Fish no longer die and hours of labour have been saved each day after a new ''quantum leap'' piece of equipment was installed as part of the Galloway Irrigation Company's pumping system recently.

A new, specially adapted, self-cleaning, fish-friendly screen has been added to prevent fish and other debris from getting trapped.

The water leaves the Manuherikia River, travels up a race, through the pumping infrastructure and then back to the river.

The company's 76 shareholders have access to pumped water for irrigation.


Aqua Irrigation Ltd, which is contracted to the company to maintain the irrigation system, had the screen installed about two weeks ago.

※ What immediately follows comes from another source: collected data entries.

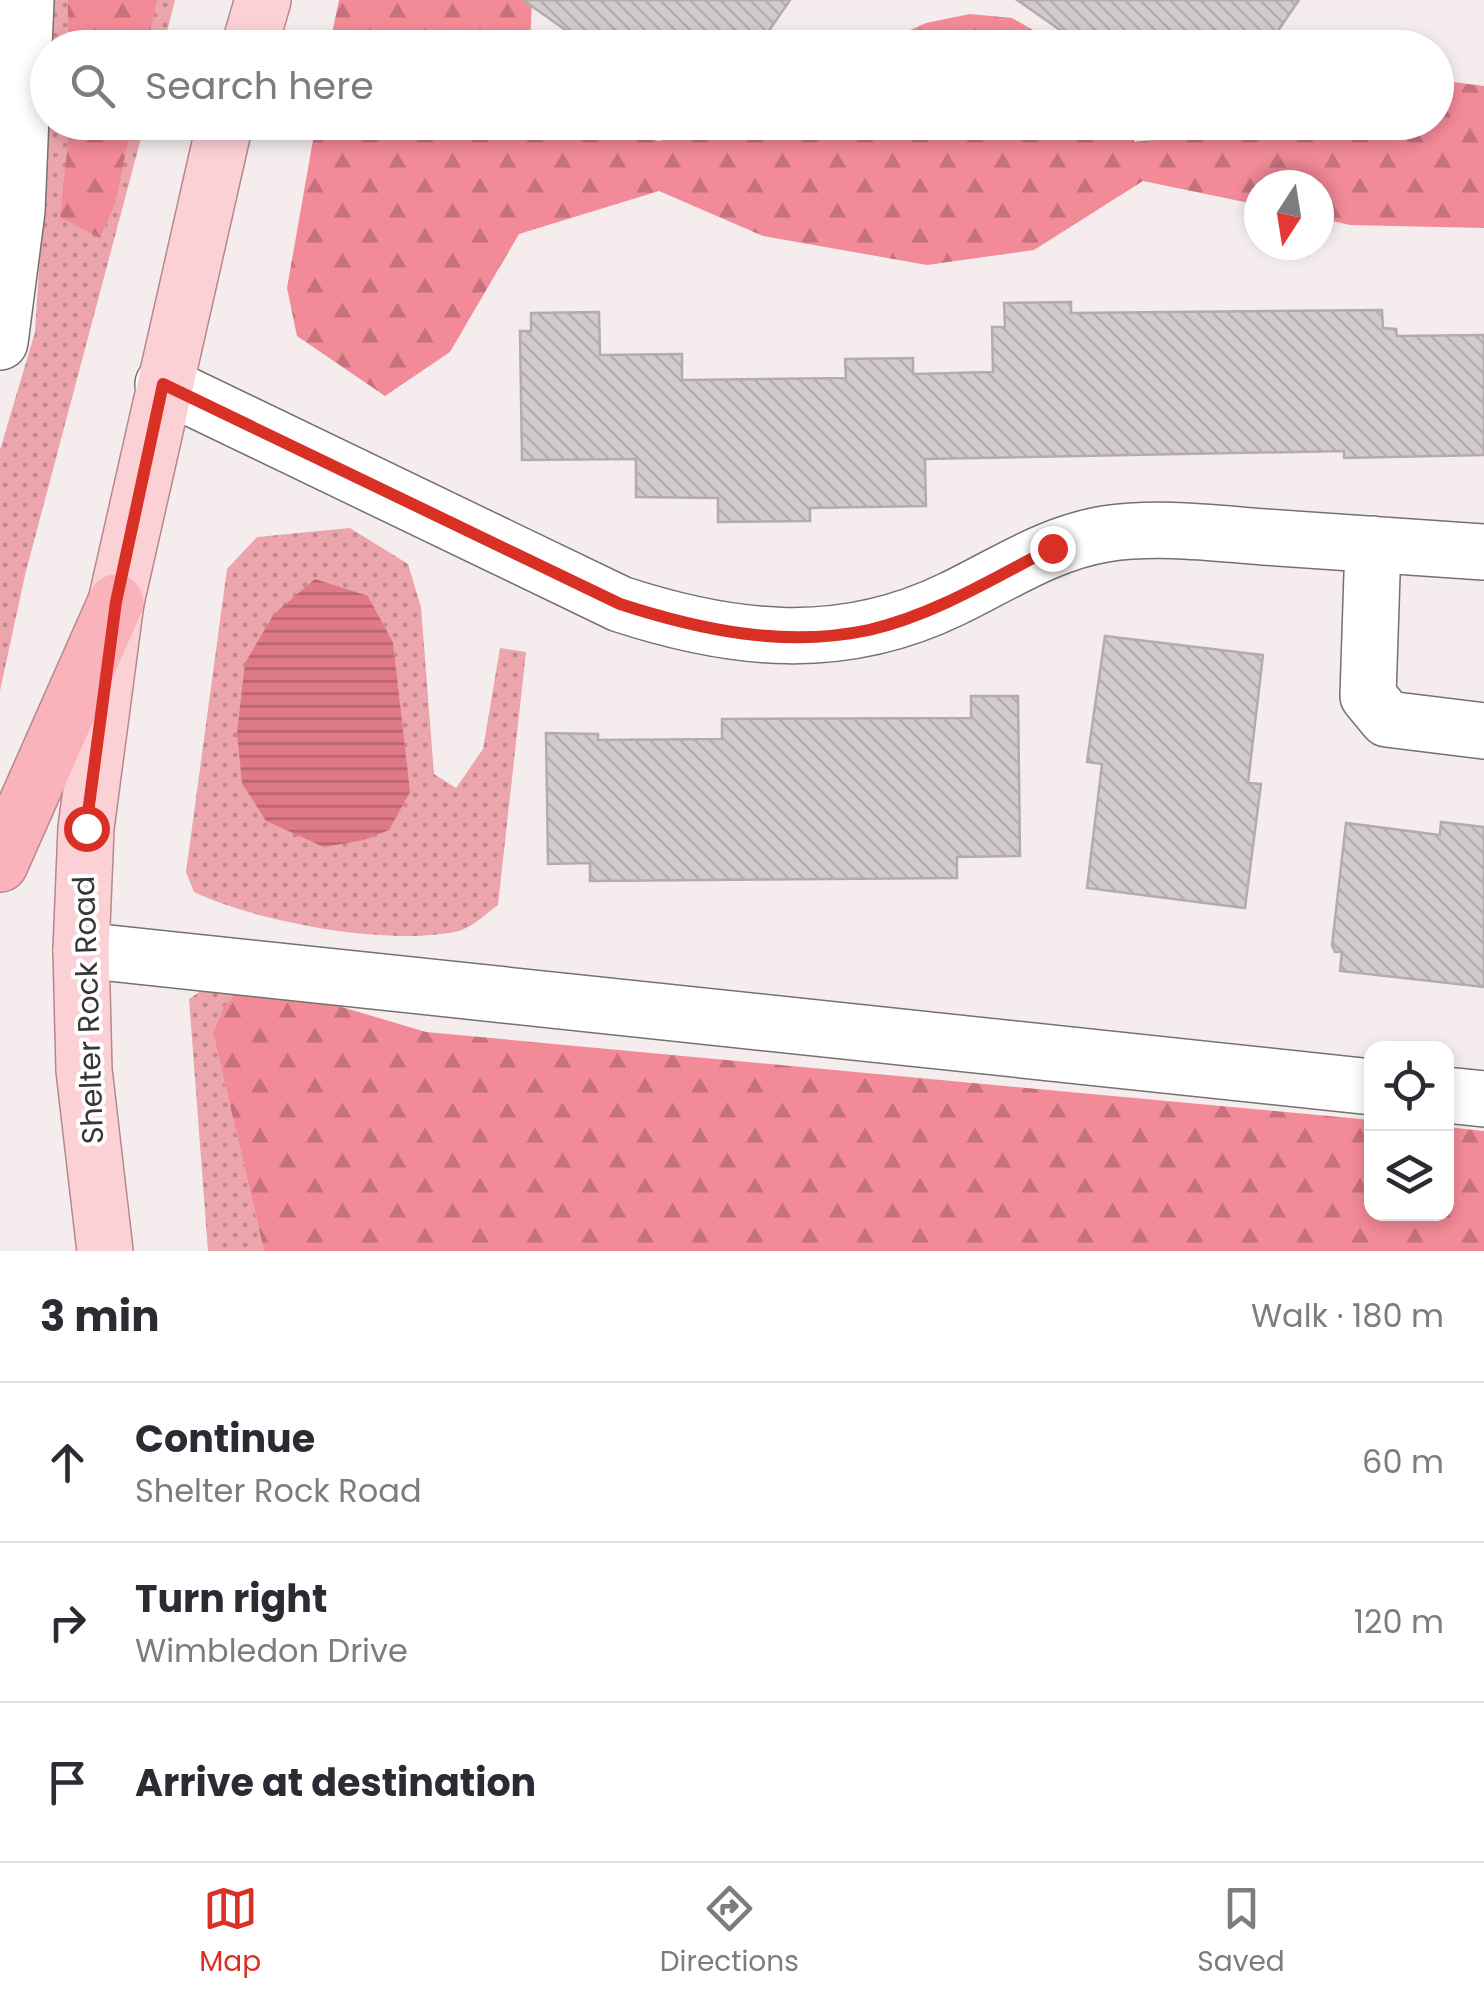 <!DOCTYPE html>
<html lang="en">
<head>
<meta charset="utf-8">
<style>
	body { margin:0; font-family:Poppins,sans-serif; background:#f7f7f7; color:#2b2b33 }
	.controls { position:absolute; right:30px; bottom:30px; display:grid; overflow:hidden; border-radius:20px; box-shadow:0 5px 15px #0003 }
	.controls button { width:90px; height:90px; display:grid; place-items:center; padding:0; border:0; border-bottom:2px solid #e1e1e2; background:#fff; color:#2b2b33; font:50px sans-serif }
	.compass { position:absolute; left:1244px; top:170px; width:90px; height:90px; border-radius:50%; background:#fff; box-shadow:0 5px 15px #0003; rotate:192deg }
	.stop { position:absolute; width:30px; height:30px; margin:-22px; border:8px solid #d93025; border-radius:50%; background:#fff }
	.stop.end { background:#d93025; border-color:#fff; box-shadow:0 2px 10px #0008 }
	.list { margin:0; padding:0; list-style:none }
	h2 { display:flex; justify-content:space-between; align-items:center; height:130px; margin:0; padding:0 40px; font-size:42px }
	h2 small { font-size:32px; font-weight:400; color:#7c7c81 }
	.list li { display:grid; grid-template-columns:65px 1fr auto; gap:30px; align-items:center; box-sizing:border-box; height:160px; padding:0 40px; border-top:2px solid #e1e1e2 }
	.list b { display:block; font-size:38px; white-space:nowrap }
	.list p { margin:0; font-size:32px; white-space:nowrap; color:#7c7c81 }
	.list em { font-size:32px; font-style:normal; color:#7c7c81 }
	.icon { flex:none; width:55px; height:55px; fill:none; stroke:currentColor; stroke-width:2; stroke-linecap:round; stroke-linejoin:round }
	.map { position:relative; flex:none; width:1484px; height:1251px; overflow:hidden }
	.search { position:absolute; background:#fff; box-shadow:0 5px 15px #0003; left:30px; right:30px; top:30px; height:110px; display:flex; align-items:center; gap:25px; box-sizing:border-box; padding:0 35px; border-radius:55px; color:#7c7c81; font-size:38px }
	.sheet { height:610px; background:#fff }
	nav { display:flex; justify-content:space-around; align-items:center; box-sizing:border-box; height:140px; border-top:2px solid #e1e1e2; background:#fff; font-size:28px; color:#7c7c81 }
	nav a { display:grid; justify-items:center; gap:5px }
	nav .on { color:#d93025 }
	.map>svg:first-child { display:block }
	.grass { fill:url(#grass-dots); fill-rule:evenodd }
	.forest { fill:url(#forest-firs) }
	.water { fill:url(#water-rules) }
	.building { fill:url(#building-back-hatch); stroke:#b4acac; stroke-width:2.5 }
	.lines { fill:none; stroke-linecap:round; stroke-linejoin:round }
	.minor-casing { stroke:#777070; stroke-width:58 }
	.major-casing { stroke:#b6878c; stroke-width:58 }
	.highway-casing { stroke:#b6878c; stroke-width:58 }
	.minor { stroke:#fff; stroke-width:55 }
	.major { stroke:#fcd1d6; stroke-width:55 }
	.highway { stroke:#fab3ba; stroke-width:55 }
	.route { stroke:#d93025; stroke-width:12 }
	.labels { text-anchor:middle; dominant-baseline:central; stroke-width:8; stroke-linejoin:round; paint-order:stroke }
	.street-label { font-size:30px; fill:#393636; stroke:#fff }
</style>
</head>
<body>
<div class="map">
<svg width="1484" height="1251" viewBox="0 0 1484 1251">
	<defs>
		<pattern id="grass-dots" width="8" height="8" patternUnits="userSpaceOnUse" patternTransform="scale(2.5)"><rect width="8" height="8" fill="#eca5ac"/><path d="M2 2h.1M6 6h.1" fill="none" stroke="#c0878d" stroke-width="1.8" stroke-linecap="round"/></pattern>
		<pattern id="forest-firs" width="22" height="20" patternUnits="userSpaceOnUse" patternTransform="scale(2.5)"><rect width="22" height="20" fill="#f38a97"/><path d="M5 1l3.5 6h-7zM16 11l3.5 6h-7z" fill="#c6727c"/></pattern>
		<pattern id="water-rules" width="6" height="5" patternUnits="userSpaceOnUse" patternTransform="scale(2.5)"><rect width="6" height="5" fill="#e07986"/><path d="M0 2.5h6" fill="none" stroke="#b7646e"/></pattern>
		<pattern id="building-back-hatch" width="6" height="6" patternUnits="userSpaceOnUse" patternTransform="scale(2.5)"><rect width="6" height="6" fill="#d2cacb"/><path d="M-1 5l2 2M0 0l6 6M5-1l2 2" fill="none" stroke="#b5aeaf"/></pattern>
	</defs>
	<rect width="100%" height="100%" fill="#f5eded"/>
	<path class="grass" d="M 49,0 L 175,0 L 163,47 L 48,48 Z
		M 48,122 L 145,123 L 25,575 L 0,691 L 0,450 L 35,332 Z
		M 350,528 L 408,564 L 421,607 L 434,774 L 456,788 L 483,749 L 500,648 L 526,652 L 498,905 C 486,914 472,927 459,931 C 390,947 257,922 194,892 L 186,872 L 227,569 L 257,537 ZM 368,596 L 393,642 L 401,718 Z
		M 217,980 L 251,980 L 213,1033 L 264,1251 L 208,1251 L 189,999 Z"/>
	<path class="forest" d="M 68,0 L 157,0 L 147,47 L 68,47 Z
		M 339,0 L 532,0 L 530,47 L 329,48 Z
		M 970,14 L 1012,18 L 1063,47 L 871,47 L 926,23 Z
		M 1437,80 L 1484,86 L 1484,228 L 1350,225 L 1319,218 L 1319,185 L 1259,185 L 1259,205 L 1143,181 L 1034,250 L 927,265 L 763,236 L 659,191 L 519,234 L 450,352 L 385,396 L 297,336 L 287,288 L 316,123 L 610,123 L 658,141 L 754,122 L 1133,122 L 1134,142 L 1163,139 L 1196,123 L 1436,122 Z
		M 70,123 L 132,123 L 115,204 L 100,238 L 60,217 Z
		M 251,980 L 426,1032 L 1371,1120 L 1372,1214 L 1446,1214 L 1447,1127 L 1484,1131 L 1484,1251 L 264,1251 L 213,1033 L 225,1005 Z"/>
	<path class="water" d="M 315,579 L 368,596 L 393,642 L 410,792 L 389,830 L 364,840 L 324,847 L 266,821 L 242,783 L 237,733 L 245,663 L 274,614 Z"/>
	<path class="building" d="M 523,0 L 790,0 L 757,48 L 591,48 Z
		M 1017,0 L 1299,0 L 1266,48 L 1227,48 L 1203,31 L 1191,48 L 1086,48 Z
		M 1071,302 L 1071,313 L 1382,310 L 1383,328 L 1396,329 L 1397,336 L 1484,335 L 1484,455 L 1344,458 L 1344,451 L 925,459 L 926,506 L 810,508 L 810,521 L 718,522 L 718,498 L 636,497 L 636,459 L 522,460 L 520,331 L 531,331 L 531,313 L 599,312 L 600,355 L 682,354 L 682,380 L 846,378 L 845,359 L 913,358 L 913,374 L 993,372 L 992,327 L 1005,327 L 1004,303 Z
		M 1105,636 L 1263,655 L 1248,783 L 1261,784 L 1245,908 L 1087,888 L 1102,764 L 1087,762 Z
		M 971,696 L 1018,696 L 1020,856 L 957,857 L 957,878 L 590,881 L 590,863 L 548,864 L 546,733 L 598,734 L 598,740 L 722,739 L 722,719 L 971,718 Z
		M 1441,822 L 1484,827 L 1484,987 L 1340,971 L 1342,952 L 1335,952 L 1332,945 L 1346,823 L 1440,835 Z"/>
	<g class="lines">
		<defs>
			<path id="minor" d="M 0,342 L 17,211 L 26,0
				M 163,384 L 620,604 C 733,641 841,653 952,599 C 1002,575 1049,543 1105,534 C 1158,526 1212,533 1264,537 C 1338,542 1411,547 1484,552
				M 1373,544 L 1368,696 L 1387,719 L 1484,731
				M 81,950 L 1372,1087
				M 1446,1095 L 1484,1099"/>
			<path id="major" d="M 249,48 L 263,0
				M 105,1251 L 84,1070 L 81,950 L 86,828 L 116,602 L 225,122"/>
			<path id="highway" d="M 0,864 L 116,602"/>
		</defs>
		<use href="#minor" class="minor-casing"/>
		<use href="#major" class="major-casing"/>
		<use href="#highway" class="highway-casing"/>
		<use href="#minor" class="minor"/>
		<use href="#major" class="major"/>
		<use href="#highway" class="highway"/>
	</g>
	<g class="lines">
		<path class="route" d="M 86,828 L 116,602 L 163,384 L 620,604 C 700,630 785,648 869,630 C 934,615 994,578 1052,548"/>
	</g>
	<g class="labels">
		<g class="street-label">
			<text transform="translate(88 1010) rotate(-92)">Shelter Rock Road</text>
		</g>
	</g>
</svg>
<div class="controls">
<button><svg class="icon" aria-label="locate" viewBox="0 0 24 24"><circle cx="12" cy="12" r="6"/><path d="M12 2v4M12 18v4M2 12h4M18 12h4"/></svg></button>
<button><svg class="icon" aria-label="layers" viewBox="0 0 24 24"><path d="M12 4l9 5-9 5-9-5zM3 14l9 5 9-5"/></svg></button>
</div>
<svg class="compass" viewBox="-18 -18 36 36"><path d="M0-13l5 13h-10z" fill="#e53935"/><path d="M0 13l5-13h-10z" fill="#7c7c81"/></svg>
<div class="stop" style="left:86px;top:828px"></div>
<div class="stop end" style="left:1052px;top:548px"></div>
<div class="search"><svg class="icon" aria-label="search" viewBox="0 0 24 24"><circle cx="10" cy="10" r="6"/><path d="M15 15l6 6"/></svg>Search here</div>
</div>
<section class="sheet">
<h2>3 min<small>Walk · 180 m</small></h2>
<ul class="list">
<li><svg class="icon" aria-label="ahead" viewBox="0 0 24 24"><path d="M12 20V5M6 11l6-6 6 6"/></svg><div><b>Continue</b><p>Shelter Rock Road</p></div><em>60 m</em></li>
<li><svg class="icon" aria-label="right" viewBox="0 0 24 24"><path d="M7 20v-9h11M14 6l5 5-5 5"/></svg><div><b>Turn right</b><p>Wimbledon Drive</p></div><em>120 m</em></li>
<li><svg class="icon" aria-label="arrive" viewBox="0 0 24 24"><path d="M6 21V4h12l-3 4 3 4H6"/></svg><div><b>Arrive at destination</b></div></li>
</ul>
</section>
<nav>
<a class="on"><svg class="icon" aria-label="map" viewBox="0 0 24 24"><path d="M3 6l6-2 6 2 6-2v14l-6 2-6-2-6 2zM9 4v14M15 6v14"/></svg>Map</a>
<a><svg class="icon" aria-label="directions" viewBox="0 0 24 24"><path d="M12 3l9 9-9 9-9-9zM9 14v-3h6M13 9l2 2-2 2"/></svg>Directions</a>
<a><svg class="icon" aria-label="saved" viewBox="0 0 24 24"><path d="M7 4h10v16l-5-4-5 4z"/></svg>Saved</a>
</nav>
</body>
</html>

Managing director Tim Anderson said raceman Greg Dobson was employed to look after the infrastructure, including the pumping equipment, pump shed and races.

Until two weeks ago, Mr Dobson had to make several trips to the pump station each day to clean the old screen, which protected the pumping system from accumulated rubbish.

''We got all sorts of willow leaves, weed and algae and fish coming through the water,'' Mr Anderson said.

''Up to now the old screen was manually cleaned and that was done three of four times a day and it was a significant part of the operation.''

The company had installed the new screen that had been adapted to the specific requirements of the Galloway system.

It handled a maximum of 350 litres per second.

Mr Anderson said the screen rotated and jets of water inside the drum sprayed against the mesh, forcing any rubbish or fish off the outer surface.

''We have built little concrete walls and a new inlet structure.''

He said while there were a couple of other screens on schemes in the region, this particular one was ''unique in that situation''.

''With the water velocity going through, it stops any fish or wildlife being sucked against it,'' he said.

''It is also designed to meet regional council requirements.

''This is a step up for Galloway, which is a very old Ministry of Works system.

''It is a quantum leap for them, going from a system that was heavily dependent on labour to something that is fully automated.

''What they had before was labour intensive and not particularly efficient.''

He said the $35,000 cost represent a significant investment for the company.

''We expect it to last at least 20 years before it needs any significant maintenance,'' he said.